>I hear the Greek PM has just made a public speech criticising the bombing.
>I'm also told he has been warned to shut the hell up by some US aparatchik.
>Can anyone fill me in on this? It sounds promising ...
[from the April 6 Financial Times]
ORTHODOX EASTER: Athens urges bombing halt By Kerin Hope and agencies
Greece, a member of Nato, yesterday asked the alliance to stop bombing Yugoslavia next Sunday - Orthodox Easter Sunday, an important religious holiday for Serbs as well as Greeks.

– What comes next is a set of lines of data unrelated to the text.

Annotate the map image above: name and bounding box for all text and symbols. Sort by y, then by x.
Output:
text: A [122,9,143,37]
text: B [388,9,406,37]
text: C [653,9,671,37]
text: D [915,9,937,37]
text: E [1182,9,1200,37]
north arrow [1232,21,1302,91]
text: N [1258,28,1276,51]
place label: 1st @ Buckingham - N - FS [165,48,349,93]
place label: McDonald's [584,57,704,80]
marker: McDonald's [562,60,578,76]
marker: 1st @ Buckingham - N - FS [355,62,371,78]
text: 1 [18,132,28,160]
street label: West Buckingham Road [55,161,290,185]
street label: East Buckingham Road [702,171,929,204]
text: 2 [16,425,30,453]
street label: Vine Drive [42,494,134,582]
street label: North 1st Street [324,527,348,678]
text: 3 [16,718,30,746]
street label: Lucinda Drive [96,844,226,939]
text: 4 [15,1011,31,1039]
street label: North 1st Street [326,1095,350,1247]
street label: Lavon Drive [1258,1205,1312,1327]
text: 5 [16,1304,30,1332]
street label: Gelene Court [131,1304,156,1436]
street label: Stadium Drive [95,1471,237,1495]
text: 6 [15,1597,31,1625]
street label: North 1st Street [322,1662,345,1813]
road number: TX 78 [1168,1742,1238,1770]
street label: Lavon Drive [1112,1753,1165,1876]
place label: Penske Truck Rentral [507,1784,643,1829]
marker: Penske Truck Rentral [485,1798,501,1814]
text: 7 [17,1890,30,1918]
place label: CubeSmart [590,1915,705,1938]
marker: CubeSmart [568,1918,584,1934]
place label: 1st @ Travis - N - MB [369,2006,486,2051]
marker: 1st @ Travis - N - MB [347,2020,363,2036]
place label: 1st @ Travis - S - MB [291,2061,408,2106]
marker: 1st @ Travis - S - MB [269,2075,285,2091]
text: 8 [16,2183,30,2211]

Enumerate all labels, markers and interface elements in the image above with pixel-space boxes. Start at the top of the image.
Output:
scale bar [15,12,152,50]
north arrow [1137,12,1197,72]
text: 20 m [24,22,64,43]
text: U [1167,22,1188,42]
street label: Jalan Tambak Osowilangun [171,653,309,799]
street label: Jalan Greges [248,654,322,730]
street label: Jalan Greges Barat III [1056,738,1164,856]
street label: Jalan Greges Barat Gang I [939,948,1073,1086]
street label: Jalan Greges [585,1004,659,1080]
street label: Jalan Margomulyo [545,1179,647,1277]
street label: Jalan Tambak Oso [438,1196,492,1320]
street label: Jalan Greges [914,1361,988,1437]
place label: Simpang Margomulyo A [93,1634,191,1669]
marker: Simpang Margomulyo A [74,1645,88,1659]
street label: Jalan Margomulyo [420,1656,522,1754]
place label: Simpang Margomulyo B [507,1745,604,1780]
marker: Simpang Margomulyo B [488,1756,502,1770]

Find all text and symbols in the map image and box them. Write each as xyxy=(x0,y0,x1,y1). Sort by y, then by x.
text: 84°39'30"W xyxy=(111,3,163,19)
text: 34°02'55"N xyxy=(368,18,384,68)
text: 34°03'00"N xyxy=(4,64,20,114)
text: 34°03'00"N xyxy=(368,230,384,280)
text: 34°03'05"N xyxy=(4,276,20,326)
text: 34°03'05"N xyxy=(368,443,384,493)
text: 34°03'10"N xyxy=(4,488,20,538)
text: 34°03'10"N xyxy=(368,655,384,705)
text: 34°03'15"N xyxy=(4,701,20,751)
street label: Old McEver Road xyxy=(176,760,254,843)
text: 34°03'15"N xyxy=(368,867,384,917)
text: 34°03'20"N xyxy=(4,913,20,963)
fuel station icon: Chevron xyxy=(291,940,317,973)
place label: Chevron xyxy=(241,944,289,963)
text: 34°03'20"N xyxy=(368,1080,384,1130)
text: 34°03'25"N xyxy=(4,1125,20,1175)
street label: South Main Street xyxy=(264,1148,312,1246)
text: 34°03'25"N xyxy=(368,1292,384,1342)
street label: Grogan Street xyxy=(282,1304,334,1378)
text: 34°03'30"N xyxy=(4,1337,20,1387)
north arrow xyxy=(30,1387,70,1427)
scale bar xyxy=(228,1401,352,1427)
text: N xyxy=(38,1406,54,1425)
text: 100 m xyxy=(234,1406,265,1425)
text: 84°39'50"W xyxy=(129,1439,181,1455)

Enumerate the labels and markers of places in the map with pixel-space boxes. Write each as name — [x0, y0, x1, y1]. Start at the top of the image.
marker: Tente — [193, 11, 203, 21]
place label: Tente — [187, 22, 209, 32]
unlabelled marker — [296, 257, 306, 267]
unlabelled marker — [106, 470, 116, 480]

"Easter has quite strong symbolism and [this] would show respect for the sensitivities of the Serbian people," said George Papandreou, foreign minister said.
Greece has traditional ties with fellow-Orthodox Christian Serbia and opposes the Nato bombings of Yugoslavia. But it has provided logistical support to the alliance and has condemned the ethnic cleansing in Kosovo.
However, the Nato strikes have provoked considerable popular support among Greeks for Serbia.
Truck convoys are being organised by Greece's Orthodox church leaders, trade unions and professional organisations to drive food and medical supplies from Athens to Belgrade.
The Socialist government, however, has taken a firmly pro-western position. Greece has set aside its "special relationship" with Serbia, while government officials have distanced themselves from Slobodan Milosevic, the Yugoslav president.
Costas Simitis, the prime minister, has said it is "overwhelmingly in the Greek interest" to support Nato as part of the government's policy on seeking closer integration with its western partners.
Greece is providing support facilities for Awacs aircraft on Nato surveillance missions, although, like the other Balkan countries, it ruled out participating in a military intervention in Yugoslavia. The 12,000-strong Nato force of would-be peacekeepers based in Macedonia is supplied through the port of Thessaloniki. A 2,000-strong contingent of US Marines is based aboard ships cruising in the Aegean Sea.
But as the Nato offensive intensifies, Mr Simitis's advisers are becoming concerned over the widening gap between the government's policies and popular feeling.
The moment Nato air strikes were launched, Greece's church leaders appealed for support for the Serbs as fellow members of the Orthodox faith, while implying that the Albanians, as Moslems, were of less concern.
Archbishop Christodoulos, head of the Greek Orthodox church and an influential figure, urged the Greeks to back their "Orthodox brothers in Serbia".
"At the popular level, pro-Serbian sentiment is fuelled by the church, which has a strong influence on public opinion," says Thanos Veremis, chairman of Eliamep, a Greek foreign policy think tank.
Greece and Serbia fought on the same side in both Balkan wars earlier this century, against Turkey and Bulgaria.